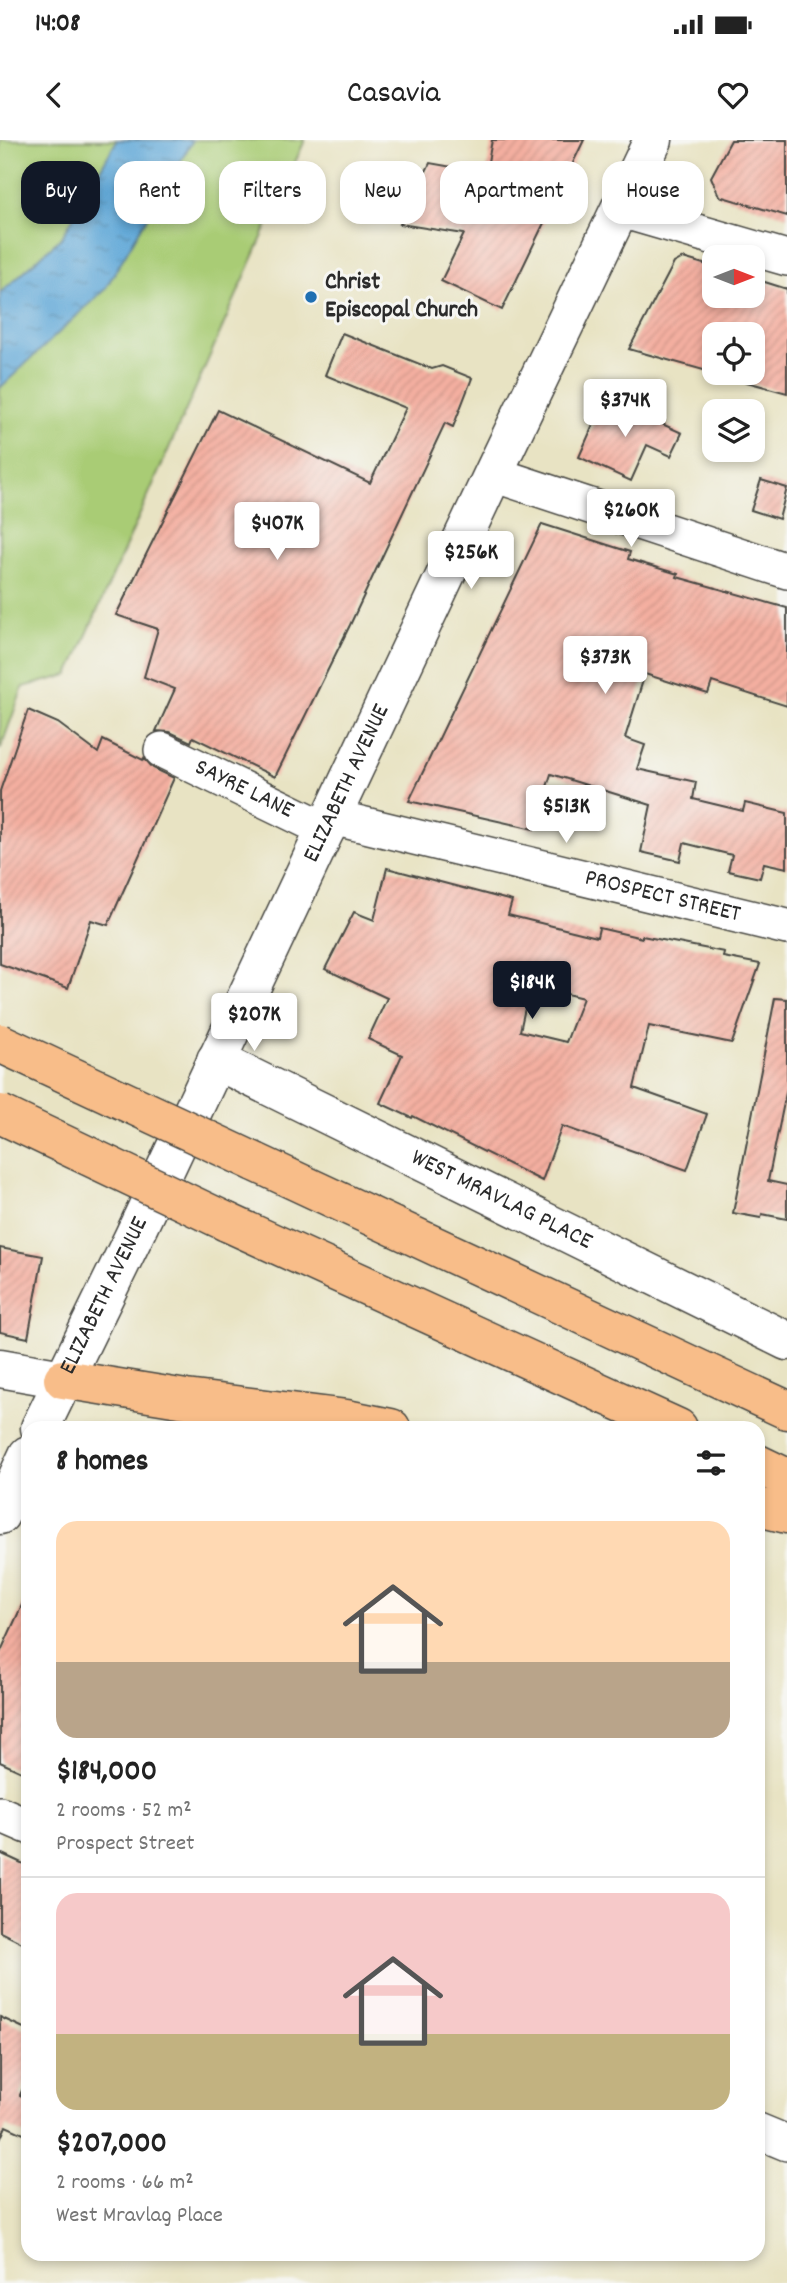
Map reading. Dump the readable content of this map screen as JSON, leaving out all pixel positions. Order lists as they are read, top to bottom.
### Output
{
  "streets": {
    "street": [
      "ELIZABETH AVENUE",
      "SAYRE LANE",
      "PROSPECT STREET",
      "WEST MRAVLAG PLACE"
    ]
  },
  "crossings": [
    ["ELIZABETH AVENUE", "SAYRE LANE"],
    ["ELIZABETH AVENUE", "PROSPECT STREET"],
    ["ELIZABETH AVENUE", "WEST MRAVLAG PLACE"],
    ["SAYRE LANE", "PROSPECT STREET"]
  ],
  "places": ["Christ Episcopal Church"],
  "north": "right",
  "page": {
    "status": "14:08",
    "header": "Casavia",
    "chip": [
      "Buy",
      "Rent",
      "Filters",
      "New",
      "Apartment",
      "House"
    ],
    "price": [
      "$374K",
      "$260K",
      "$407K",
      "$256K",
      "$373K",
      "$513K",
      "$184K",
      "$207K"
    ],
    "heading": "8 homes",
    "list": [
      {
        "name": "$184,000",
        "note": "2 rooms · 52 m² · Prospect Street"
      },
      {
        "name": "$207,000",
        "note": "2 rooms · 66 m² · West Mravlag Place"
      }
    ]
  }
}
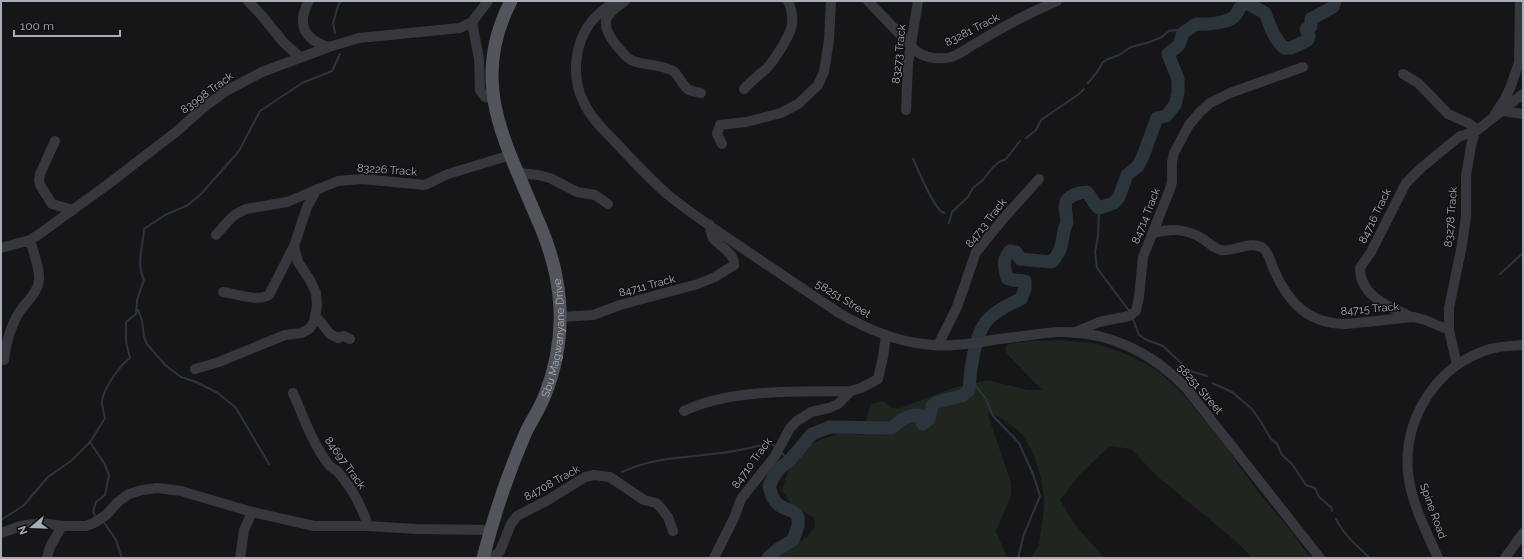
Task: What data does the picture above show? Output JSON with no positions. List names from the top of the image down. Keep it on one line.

---

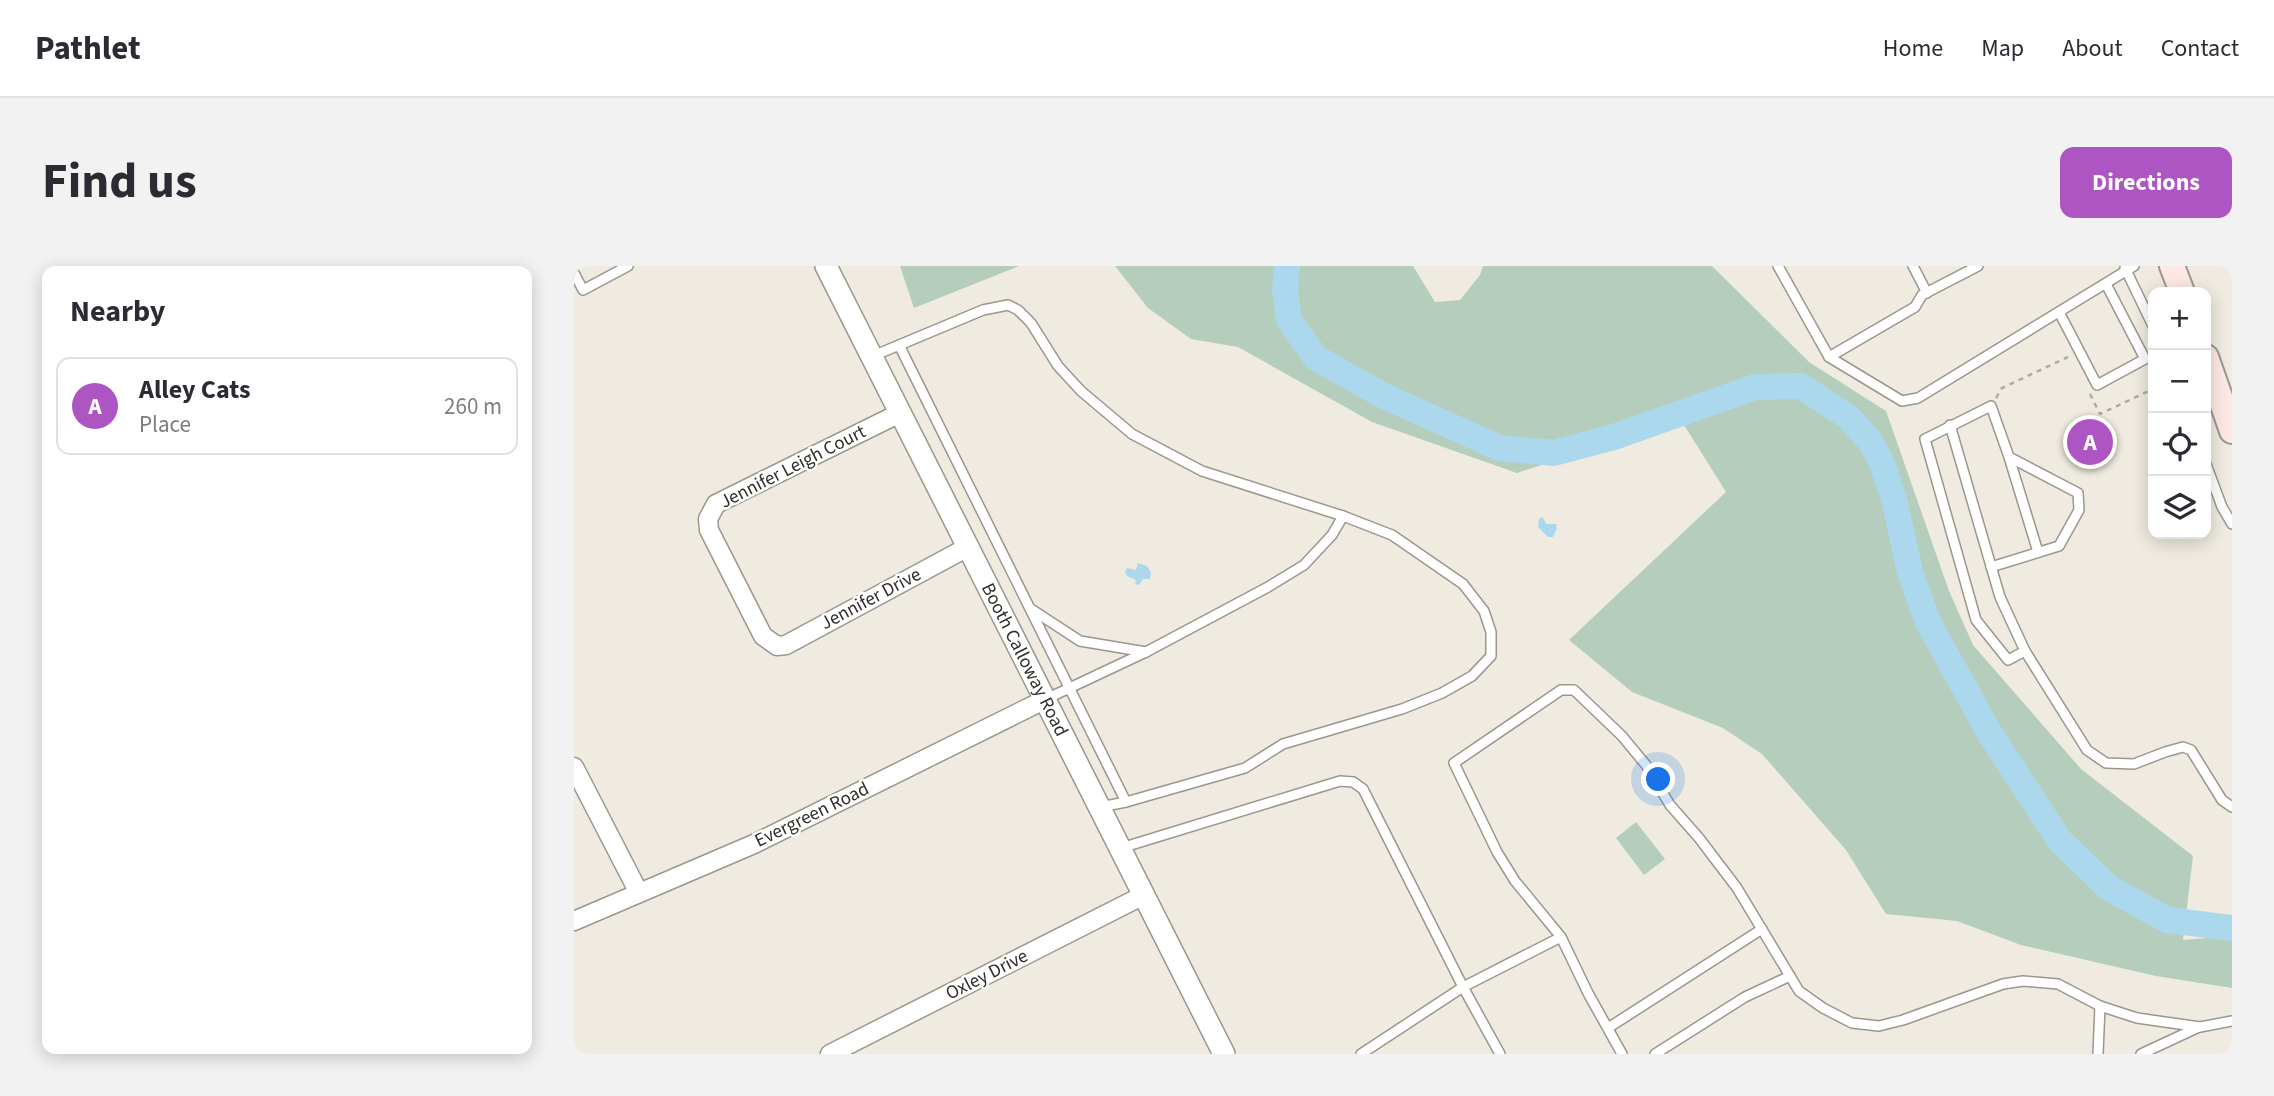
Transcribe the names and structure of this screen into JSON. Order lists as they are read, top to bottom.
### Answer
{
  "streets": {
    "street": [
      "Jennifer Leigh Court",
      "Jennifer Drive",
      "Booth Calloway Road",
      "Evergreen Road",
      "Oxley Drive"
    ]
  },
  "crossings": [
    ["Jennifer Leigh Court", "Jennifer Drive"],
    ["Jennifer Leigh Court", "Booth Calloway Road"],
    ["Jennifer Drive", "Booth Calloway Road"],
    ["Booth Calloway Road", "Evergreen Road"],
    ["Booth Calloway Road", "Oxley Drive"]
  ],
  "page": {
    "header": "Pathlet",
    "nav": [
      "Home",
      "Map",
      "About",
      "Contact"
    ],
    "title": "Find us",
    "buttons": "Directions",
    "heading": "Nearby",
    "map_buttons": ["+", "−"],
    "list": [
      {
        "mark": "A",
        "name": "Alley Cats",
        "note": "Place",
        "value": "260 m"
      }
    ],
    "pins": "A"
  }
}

...

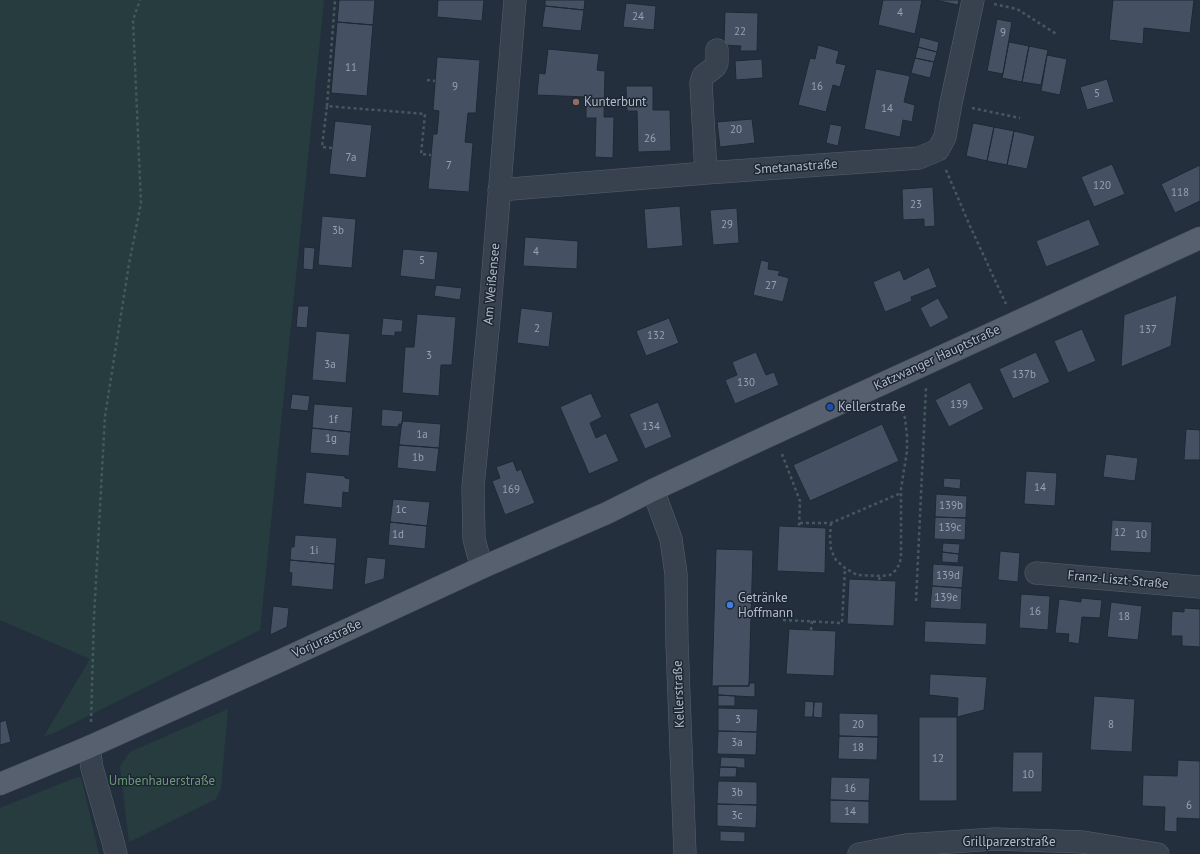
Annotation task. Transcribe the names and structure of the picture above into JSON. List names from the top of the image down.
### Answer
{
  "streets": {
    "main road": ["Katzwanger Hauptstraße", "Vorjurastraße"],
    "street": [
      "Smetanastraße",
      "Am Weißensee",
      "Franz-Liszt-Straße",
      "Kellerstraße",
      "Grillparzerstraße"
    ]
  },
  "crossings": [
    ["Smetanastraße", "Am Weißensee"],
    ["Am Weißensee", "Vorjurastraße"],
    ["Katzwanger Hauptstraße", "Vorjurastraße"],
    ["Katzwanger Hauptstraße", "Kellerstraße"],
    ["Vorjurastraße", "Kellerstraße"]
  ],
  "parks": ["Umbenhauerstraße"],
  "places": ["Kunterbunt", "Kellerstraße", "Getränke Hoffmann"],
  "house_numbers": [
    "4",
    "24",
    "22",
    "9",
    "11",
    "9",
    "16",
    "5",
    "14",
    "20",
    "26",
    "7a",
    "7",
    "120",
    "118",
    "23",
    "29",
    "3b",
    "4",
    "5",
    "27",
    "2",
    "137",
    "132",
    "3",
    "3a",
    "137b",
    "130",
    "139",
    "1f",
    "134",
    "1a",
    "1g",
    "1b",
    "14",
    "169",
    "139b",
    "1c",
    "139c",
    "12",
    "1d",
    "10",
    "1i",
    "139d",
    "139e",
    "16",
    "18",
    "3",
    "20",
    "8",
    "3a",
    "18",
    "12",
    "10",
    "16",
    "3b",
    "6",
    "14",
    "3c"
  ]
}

#### [What this task involves]
Copy whichever lines above contain the string "read".

#### [Reply to the task]
Map reading. Dump the readable content of this map screen as JSON, leaving out all pixel positions. Order lists as they are read, top to bottom.
Transcribe the names and structure of this screen into JSON. Order lists as they are read, top to bottom.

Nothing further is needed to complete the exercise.